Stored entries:

┌──

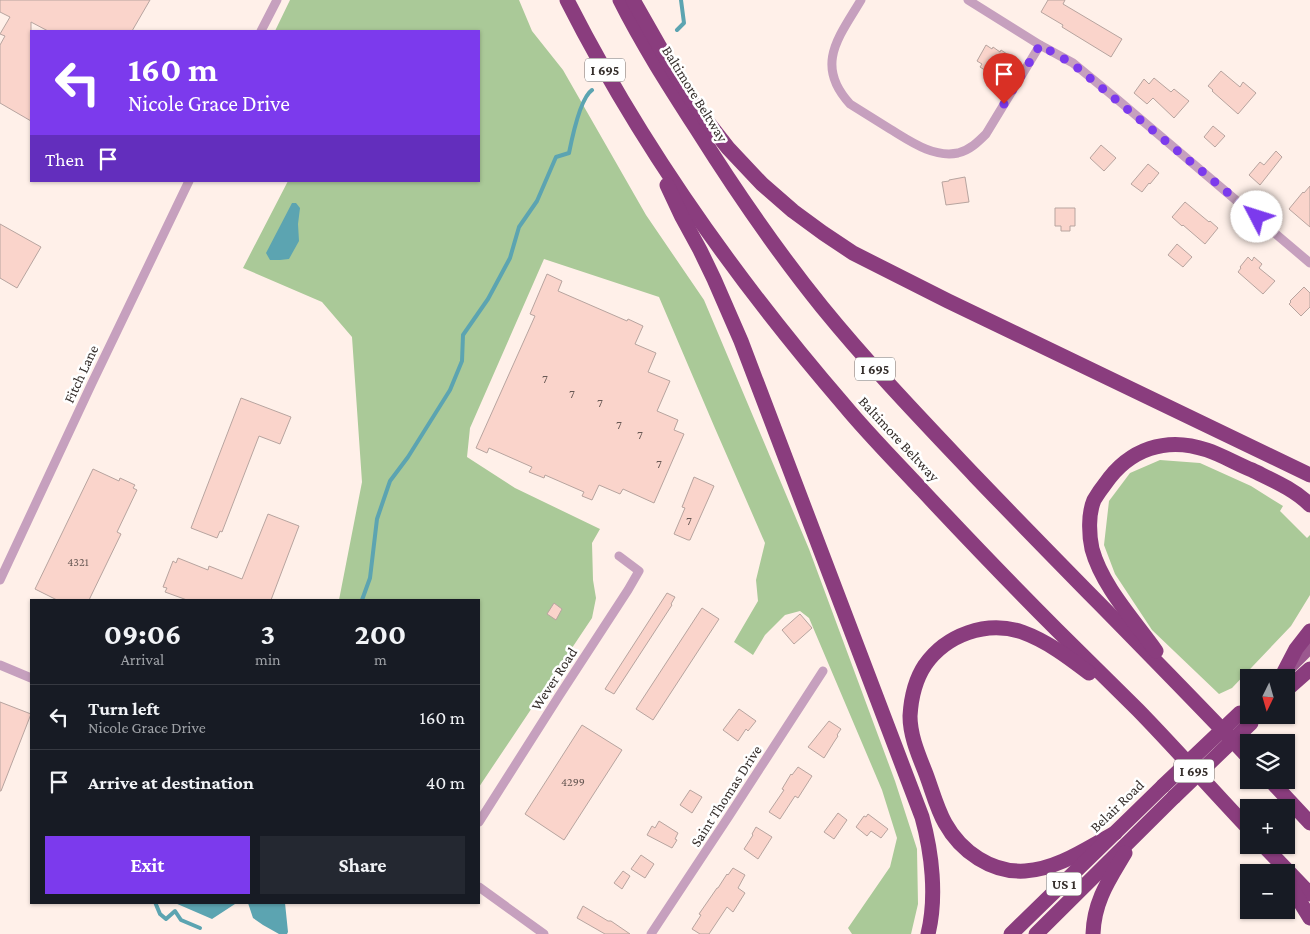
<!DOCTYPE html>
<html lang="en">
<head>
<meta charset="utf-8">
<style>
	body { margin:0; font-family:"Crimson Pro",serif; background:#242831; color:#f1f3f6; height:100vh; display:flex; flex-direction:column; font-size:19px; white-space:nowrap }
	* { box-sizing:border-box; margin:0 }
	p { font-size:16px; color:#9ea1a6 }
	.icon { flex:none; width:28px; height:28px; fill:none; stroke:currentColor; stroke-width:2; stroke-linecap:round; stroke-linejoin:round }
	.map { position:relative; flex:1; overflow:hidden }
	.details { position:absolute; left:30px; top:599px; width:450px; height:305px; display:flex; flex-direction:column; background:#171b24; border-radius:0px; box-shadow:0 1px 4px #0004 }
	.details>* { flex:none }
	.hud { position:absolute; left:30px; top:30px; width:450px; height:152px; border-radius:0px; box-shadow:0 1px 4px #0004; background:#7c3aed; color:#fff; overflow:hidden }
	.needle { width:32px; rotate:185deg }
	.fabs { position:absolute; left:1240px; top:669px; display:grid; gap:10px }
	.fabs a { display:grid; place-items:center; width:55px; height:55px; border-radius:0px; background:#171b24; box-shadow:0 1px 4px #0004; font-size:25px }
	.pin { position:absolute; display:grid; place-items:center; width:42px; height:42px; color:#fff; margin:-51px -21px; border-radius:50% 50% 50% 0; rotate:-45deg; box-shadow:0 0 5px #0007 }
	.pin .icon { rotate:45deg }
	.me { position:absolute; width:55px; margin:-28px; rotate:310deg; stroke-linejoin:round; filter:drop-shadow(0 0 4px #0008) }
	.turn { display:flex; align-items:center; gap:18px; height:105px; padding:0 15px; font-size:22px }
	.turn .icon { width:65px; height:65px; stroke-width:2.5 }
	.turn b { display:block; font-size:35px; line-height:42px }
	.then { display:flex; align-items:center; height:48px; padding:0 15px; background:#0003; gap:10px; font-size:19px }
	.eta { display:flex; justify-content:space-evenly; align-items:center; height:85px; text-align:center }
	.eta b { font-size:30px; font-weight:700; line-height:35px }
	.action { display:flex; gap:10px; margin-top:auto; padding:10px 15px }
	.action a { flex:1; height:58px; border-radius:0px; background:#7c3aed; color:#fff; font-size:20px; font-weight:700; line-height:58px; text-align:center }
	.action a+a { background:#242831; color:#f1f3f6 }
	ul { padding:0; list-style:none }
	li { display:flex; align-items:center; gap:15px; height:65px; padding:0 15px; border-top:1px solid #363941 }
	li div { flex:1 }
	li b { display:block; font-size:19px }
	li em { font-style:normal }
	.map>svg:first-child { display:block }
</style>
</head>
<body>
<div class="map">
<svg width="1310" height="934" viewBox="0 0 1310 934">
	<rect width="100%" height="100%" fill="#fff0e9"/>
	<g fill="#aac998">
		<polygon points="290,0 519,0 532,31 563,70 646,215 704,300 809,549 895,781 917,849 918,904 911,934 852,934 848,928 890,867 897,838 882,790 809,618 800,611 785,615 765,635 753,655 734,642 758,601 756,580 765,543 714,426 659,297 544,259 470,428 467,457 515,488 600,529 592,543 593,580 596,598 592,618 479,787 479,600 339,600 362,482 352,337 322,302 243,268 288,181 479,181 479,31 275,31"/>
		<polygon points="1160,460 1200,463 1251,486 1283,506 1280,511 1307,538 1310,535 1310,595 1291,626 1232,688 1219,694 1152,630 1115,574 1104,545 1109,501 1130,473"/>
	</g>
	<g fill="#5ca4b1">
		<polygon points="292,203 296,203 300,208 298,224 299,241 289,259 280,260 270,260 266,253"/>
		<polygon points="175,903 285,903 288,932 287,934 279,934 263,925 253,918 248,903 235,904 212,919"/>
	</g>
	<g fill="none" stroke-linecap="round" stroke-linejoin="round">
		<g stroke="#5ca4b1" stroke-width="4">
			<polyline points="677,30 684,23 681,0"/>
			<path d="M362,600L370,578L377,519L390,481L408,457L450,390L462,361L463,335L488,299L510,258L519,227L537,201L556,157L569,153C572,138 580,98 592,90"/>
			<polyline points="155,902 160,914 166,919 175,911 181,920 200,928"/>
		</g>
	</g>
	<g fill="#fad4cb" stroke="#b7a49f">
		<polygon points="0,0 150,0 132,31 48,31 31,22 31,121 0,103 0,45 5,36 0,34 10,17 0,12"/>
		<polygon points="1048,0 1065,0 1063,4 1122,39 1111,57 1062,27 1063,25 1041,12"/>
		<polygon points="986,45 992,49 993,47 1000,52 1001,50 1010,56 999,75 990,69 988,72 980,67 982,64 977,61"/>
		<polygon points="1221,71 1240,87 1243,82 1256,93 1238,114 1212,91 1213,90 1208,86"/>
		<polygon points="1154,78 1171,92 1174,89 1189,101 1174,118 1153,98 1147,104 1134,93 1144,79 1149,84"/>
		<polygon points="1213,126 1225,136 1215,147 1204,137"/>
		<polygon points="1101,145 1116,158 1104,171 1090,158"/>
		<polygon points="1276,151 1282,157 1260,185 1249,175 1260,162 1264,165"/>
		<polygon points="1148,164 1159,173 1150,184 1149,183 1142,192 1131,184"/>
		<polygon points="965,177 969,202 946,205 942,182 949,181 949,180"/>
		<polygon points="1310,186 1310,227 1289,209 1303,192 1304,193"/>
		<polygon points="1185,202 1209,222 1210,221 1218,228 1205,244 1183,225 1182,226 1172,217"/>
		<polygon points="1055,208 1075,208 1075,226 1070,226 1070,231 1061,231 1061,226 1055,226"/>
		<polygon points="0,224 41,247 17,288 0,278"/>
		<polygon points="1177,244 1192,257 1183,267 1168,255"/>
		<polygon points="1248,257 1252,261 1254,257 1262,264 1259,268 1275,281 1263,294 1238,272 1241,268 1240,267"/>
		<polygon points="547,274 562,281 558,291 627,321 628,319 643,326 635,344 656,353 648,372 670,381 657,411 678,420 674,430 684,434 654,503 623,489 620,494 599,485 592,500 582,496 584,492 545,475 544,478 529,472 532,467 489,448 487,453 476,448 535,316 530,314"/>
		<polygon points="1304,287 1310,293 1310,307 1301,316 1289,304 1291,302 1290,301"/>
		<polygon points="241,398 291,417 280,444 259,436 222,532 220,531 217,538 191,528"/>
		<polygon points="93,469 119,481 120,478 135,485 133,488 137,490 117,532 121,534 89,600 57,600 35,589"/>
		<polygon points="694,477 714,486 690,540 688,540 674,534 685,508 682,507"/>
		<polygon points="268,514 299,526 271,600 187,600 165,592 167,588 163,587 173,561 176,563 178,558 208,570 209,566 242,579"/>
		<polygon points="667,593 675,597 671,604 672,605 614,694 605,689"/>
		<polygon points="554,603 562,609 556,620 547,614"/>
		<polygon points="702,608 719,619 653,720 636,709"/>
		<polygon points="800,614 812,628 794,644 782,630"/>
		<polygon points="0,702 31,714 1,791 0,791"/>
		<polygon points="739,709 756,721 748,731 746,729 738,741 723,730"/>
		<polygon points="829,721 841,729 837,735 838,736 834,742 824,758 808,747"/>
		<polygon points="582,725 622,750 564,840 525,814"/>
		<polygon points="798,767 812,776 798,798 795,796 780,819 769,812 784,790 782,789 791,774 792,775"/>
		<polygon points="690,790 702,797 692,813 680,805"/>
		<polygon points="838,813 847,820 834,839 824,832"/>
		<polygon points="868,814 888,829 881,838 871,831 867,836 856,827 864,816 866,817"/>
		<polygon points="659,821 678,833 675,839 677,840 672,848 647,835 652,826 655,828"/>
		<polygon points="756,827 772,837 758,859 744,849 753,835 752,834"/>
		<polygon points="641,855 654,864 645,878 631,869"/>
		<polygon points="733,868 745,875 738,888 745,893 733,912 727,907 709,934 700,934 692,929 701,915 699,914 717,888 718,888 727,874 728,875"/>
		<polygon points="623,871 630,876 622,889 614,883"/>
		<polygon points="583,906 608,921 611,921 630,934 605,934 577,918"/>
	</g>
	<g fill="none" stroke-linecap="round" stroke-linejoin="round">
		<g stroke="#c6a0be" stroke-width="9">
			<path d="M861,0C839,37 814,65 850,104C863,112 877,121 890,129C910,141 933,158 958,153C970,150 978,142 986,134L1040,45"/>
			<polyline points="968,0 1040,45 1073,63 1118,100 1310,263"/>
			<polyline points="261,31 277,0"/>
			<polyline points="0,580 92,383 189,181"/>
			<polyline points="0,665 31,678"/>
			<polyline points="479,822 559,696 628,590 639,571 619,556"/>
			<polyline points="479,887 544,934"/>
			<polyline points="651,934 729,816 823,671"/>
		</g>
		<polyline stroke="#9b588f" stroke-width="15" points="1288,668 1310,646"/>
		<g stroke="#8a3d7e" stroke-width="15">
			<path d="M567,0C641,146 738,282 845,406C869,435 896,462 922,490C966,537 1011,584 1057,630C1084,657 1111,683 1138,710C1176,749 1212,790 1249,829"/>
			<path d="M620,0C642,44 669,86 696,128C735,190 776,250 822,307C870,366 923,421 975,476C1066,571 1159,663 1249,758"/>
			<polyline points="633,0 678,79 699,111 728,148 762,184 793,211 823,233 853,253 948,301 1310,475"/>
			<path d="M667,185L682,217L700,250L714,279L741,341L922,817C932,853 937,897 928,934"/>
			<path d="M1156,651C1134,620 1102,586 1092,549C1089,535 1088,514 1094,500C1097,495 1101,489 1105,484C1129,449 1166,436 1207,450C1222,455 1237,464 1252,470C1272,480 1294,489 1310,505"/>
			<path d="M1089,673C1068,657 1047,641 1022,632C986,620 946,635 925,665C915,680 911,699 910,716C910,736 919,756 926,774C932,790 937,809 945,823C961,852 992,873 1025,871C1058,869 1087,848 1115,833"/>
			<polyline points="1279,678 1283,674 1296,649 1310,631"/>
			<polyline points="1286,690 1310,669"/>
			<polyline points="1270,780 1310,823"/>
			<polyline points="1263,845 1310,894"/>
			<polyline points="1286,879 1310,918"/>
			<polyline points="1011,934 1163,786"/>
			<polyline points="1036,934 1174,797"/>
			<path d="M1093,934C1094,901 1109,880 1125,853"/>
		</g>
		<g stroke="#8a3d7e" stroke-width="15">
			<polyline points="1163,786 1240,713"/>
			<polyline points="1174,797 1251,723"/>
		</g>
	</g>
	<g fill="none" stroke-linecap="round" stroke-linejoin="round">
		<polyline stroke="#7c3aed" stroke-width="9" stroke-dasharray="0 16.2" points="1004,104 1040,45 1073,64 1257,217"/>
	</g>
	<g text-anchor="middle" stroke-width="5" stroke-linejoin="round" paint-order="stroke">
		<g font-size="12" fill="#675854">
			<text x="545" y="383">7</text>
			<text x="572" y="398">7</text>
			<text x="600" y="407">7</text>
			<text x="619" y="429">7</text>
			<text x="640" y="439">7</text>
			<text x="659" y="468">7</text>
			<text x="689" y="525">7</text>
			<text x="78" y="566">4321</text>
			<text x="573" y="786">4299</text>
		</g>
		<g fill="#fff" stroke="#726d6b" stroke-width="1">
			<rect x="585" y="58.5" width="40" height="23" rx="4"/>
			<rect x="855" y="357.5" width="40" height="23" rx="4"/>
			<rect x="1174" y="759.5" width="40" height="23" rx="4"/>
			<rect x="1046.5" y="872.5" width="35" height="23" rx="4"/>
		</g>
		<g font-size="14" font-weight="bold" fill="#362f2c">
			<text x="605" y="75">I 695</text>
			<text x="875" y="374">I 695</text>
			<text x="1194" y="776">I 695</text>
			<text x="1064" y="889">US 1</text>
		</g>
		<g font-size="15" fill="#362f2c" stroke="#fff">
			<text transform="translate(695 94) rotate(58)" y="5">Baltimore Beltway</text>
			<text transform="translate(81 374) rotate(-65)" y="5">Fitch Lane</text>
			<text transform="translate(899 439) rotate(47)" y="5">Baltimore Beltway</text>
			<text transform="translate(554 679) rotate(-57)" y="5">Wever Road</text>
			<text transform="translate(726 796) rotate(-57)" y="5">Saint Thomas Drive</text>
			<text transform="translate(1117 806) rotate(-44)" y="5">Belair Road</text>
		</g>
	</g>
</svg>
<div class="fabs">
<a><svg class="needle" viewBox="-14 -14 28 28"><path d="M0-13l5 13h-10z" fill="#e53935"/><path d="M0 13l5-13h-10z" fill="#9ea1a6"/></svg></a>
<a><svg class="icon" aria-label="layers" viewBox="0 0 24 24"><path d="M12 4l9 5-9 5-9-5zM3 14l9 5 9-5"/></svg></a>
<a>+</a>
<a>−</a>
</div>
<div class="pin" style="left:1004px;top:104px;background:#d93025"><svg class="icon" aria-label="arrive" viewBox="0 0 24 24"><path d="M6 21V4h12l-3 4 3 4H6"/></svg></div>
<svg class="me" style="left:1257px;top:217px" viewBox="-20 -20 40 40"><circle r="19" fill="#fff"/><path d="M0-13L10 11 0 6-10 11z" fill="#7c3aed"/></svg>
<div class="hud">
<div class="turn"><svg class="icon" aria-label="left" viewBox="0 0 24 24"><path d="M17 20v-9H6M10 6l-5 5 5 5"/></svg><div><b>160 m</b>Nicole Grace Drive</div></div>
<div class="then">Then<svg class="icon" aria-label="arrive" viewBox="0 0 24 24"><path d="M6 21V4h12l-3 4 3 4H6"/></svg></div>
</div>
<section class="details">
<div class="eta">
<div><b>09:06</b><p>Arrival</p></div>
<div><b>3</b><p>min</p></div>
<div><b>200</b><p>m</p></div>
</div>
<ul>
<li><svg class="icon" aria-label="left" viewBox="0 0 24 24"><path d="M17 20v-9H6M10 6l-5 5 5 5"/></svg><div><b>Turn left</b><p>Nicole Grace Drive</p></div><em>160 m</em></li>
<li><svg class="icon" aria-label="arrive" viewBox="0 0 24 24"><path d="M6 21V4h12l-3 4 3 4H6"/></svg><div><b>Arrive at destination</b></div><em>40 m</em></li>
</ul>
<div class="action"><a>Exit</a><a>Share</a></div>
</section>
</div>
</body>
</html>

└──

What is expected: Filter the records, keeping only lines that contain "overflow", and show those lines.

Written response:
	.map { position:relative; flex:1; overflow:hidden }
	.hud { position:absolute; left:30px; top:30px; width:450px; height:152px; border-radius:0px; box-shadow:0 1px 4px #0004; background:#7c3aed; color:#fff; overflow:hidden }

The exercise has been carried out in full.